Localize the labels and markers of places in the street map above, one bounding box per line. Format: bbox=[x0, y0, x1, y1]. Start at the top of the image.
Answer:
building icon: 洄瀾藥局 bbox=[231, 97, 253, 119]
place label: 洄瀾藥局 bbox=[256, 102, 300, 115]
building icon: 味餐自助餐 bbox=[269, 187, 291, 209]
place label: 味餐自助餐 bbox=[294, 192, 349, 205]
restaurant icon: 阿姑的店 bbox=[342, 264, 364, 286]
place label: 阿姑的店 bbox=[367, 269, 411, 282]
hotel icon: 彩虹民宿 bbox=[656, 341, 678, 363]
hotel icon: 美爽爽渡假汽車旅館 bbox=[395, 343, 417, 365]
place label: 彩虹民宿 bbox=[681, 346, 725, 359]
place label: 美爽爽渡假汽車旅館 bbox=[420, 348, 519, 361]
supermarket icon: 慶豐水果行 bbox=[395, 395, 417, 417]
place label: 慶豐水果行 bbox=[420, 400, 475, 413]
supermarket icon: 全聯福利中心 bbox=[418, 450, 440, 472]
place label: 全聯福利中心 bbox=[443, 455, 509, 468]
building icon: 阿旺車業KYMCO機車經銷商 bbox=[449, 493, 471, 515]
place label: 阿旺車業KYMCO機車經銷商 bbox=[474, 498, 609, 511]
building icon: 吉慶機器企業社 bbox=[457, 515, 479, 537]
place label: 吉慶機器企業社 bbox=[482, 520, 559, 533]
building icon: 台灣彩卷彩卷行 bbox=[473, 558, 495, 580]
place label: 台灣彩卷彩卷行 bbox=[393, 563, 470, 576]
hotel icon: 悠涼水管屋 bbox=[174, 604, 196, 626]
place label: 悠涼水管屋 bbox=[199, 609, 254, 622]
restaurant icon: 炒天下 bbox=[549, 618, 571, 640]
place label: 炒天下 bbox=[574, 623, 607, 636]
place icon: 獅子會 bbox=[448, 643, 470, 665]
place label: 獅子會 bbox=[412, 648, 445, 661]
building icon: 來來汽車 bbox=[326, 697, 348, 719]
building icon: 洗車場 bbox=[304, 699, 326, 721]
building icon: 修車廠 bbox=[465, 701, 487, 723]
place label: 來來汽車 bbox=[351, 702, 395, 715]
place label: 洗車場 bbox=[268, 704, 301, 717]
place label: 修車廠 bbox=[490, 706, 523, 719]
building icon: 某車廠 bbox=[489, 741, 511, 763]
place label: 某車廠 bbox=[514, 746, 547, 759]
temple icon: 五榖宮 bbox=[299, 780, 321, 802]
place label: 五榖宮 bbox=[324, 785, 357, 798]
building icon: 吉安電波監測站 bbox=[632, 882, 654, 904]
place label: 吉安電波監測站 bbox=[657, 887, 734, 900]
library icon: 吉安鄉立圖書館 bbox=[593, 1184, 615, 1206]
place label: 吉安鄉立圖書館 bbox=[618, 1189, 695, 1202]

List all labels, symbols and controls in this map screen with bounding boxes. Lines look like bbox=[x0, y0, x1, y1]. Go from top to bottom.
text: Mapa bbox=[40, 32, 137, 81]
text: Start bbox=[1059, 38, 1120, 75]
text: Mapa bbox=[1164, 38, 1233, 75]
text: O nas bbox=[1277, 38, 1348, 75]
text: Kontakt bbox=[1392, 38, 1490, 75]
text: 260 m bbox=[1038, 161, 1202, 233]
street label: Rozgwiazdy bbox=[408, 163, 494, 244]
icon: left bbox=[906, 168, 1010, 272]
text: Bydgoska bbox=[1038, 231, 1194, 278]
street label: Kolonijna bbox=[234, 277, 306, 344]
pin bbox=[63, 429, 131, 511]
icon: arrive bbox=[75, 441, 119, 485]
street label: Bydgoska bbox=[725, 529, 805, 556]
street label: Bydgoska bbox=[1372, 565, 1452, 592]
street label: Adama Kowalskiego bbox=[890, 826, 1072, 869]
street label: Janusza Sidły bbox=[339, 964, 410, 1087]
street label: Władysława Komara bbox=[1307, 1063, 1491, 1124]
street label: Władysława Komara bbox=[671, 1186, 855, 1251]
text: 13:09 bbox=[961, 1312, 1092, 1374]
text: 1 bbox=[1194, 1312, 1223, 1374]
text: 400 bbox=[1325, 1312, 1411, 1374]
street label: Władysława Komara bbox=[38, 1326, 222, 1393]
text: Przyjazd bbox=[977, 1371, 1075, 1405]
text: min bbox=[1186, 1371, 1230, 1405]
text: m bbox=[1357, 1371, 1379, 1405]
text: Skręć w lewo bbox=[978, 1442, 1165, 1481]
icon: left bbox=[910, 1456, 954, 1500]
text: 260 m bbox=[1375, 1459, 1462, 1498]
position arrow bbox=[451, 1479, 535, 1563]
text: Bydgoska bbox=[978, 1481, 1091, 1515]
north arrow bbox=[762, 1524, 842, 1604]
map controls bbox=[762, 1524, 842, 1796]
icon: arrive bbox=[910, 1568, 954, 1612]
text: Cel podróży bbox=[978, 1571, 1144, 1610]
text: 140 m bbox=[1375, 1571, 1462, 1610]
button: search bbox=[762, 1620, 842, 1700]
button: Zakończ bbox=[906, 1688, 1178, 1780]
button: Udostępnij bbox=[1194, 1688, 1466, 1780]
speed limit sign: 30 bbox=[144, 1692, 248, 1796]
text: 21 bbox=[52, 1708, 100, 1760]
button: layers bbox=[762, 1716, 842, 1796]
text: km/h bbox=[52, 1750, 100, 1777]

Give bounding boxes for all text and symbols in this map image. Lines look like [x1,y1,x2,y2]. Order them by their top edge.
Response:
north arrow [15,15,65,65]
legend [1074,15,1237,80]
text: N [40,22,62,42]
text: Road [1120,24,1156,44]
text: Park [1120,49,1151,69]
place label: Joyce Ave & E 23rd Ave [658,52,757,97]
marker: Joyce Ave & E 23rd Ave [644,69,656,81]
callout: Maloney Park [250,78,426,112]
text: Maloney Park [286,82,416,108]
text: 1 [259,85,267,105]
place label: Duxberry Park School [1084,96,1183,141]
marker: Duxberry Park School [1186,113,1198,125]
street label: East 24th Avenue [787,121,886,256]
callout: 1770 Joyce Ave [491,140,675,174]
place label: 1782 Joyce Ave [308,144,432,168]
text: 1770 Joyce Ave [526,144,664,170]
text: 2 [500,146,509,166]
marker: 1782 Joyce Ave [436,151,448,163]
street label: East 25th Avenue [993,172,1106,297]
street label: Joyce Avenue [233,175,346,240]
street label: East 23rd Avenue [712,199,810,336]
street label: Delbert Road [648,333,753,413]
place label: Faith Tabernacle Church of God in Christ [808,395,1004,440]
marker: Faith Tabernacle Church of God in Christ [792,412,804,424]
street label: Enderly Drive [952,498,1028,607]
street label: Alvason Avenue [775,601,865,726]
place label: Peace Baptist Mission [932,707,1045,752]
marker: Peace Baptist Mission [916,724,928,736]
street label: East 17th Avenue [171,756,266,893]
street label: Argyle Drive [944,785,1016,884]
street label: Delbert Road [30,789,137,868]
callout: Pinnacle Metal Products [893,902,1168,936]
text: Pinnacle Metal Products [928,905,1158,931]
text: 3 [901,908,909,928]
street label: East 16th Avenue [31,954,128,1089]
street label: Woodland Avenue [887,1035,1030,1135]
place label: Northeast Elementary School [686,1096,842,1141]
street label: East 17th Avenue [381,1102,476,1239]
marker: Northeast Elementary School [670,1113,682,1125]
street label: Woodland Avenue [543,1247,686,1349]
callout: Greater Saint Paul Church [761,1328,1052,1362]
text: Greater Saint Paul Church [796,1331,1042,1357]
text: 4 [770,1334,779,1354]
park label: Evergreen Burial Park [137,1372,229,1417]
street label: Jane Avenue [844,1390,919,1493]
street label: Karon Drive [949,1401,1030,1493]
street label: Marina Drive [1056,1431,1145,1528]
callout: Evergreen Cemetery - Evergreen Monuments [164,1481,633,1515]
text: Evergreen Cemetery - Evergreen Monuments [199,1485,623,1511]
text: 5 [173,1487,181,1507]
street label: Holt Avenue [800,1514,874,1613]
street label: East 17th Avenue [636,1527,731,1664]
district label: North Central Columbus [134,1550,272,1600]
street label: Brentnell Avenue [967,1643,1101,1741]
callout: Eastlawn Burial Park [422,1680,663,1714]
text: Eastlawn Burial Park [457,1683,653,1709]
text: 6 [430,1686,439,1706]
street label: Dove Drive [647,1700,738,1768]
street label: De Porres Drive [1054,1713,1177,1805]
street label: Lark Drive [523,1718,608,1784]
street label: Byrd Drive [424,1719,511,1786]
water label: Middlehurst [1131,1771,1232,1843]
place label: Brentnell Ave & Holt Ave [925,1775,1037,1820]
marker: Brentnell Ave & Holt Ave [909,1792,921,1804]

━━━━━━

[INSTRUCTIONS FOR THE TASK]: Whenever the word "School" shows up in a line of the entries above, copy that line.

[RESULT OF THIS TASK]:
place label: Duxberry Park School [1084,96,1183,141]
marker: Duxberry Park School [1186,113,1198,125]
place label: Northeast Elementary School [686,1096,842,1141]
marker: Northeast Elementary School [670,1113,682,1125]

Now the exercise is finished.